Shit, I’m not even sure a badass could have a childhood — or an adolescence. A real badass would have to be born a fully grown 30-year-old male, riding a goddamn Ducati out of his mom’s vagina. And I don’t think Sully Sullenberger was born in such a fashion.
Yet the badass ideal is something we’re genetically engineered to strive for. This has consequences, both good and bad. A lot of shit has gone down in history just because one guy wanted to prove he was a bigger man than the other guy.
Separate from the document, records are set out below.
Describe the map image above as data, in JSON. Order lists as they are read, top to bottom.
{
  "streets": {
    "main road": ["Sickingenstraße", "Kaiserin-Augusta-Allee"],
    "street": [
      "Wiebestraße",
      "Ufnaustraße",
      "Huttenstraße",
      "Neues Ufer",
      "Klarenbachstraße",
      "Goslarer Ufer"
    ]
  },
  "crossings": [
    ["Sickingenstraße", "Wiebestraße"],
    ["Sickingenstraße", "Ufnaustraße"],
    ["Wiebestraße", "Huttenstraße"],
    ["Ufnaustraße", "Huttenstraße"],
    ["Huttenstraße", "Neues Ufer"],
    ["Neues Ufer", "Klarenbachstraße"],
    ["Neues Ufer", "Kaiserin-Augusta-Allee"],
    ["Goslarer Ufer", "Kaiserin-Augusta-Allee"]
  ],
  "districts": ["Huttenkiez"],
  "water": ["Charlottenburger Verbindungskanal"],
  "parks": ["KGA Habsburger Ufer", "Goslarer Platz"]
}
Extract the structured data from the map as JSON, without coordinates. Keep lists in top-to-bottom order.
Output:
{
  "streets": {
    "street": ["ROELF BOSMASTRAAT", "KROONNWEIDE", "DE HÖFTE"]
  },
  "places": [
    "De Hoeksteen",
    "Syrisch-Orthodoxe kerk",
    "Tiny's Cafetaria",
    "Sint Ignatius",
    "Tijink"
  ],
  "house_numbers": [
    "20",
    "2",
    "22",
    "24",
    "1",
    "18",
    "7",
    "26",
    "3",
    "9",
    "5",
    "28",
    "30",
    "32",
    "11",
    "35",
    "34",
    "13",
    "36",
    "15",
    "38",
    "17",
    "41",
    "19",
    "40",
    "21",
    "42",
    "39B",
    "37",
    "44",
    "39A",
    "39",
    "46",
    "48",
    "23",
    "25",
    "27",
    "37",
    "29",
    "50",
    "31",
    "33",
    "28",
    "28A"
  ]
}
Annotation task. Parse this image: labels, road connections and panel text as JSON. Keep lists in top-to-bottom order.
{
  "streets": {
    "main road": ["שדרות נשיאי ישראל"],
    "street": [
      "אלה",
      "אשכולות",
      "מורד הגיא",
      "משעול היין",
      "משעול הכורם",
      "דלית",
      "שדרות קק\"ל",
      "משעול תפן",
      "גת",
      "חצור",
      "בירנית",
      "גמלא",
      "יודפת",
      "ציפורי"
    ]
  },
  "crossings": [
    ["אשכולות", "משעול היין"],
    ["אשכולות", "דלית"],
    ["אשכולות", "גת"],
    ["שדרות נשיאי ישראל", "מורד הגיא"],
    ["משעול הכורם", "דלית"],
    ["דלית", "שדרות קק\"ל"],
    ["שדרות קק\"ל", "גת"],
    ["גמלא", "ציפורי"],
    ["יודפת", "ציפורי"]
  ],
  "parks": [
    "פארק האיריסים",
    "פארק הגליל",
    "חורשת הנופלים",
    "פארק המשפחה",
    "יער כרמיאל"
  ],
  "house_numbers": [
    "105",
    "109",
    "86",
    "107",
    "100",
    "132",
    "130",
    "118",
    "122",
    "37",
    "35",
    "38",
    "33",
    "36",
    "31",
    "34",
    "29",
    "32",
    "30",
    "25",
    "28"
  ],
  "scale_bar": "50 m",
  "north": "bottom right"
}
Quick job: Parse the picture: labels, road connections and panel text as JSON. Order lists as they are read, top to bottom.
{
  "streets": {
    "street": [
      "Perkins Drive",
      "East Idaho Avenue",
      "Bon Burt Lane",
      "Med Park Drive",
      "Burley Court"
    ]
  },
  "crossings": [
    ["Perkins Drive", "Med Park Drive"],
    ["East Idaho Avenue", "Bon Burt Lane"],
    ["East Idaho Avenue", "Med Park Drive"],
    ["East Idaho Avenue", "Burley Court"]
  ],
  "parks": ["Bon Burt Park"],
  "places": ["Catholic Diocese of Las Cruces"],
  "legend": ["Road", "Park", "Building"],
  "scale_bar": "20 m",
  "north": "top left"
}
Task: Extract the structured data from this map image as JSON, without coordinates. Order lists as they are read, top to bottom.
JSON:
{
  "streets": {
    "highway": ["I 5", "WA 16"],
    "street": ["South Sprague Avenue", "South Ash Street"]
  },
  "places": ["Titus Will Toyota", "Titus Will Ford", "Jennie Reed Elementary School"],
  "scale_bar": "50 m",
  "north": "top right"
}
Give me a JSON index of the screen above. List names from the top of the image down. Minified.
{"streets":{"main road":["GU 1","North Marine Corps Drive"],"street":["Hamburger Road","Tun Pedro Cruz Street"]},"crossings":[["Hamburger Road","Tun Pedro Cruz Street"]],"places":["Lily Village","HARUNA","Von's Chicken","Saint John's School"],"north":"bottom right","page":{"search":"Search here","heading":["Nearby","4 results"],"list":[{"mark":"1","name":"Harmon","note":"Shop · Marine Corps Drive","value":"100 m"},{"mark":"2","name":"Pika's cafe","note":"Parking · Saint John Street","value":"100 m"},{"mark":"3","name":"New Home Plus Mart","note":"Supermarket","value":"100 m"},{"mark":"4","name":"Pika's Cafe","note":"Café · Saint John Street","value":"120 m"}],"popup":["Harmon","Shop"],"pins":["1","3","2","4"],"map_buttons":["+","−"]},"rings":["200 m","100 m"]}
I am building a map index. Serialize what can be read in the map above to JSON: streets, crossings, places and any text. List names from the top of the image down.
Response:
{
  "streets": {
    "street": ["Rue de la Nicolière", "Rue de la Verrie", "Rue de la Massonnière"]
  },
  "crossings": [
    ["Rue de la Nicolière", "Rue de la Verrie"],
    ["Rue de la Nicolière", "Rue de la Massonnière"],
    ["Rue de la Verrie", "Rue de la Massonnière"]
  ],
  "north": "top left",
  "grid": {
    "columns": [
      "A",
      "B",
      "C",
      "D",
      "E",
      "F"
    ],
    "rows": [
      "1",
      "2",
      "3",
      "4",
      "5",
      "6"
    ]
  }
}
And we all know there are countless ballbags out there who think they’re badass but lack the self-awareness to understand that they’re complete pricks — people like your average highway patrolman. But I’d argue that the badass ideal does far more good than harm. It serves as a foundation for all of our collective ambitions. We may never realize the ideal, but it’s crucial that we’re always trying to. The great achievements in history occurred because we envisioned ourselves doing them — and looking really cool in the process. We envisioned ourselves moving, so we made wheels. We envisioned ourselves flying, so we made planes. We envisioned ourselves fucking, so we made lingerie. Those are all good things. Very good things.
Without the badass ideal, without our constant hunger to achieve that epitome of manliness, we would cease progressing. There are a lot of men out there now who reject the idea of machismo, who embrace their inner metrosexual. These people are useless pussies who do fucking nothing and should have their asses handed to them.
Because wanting to be a bad ass results in striving to do great things, and as Doc Holliday says, “Isn’t that a daisy?”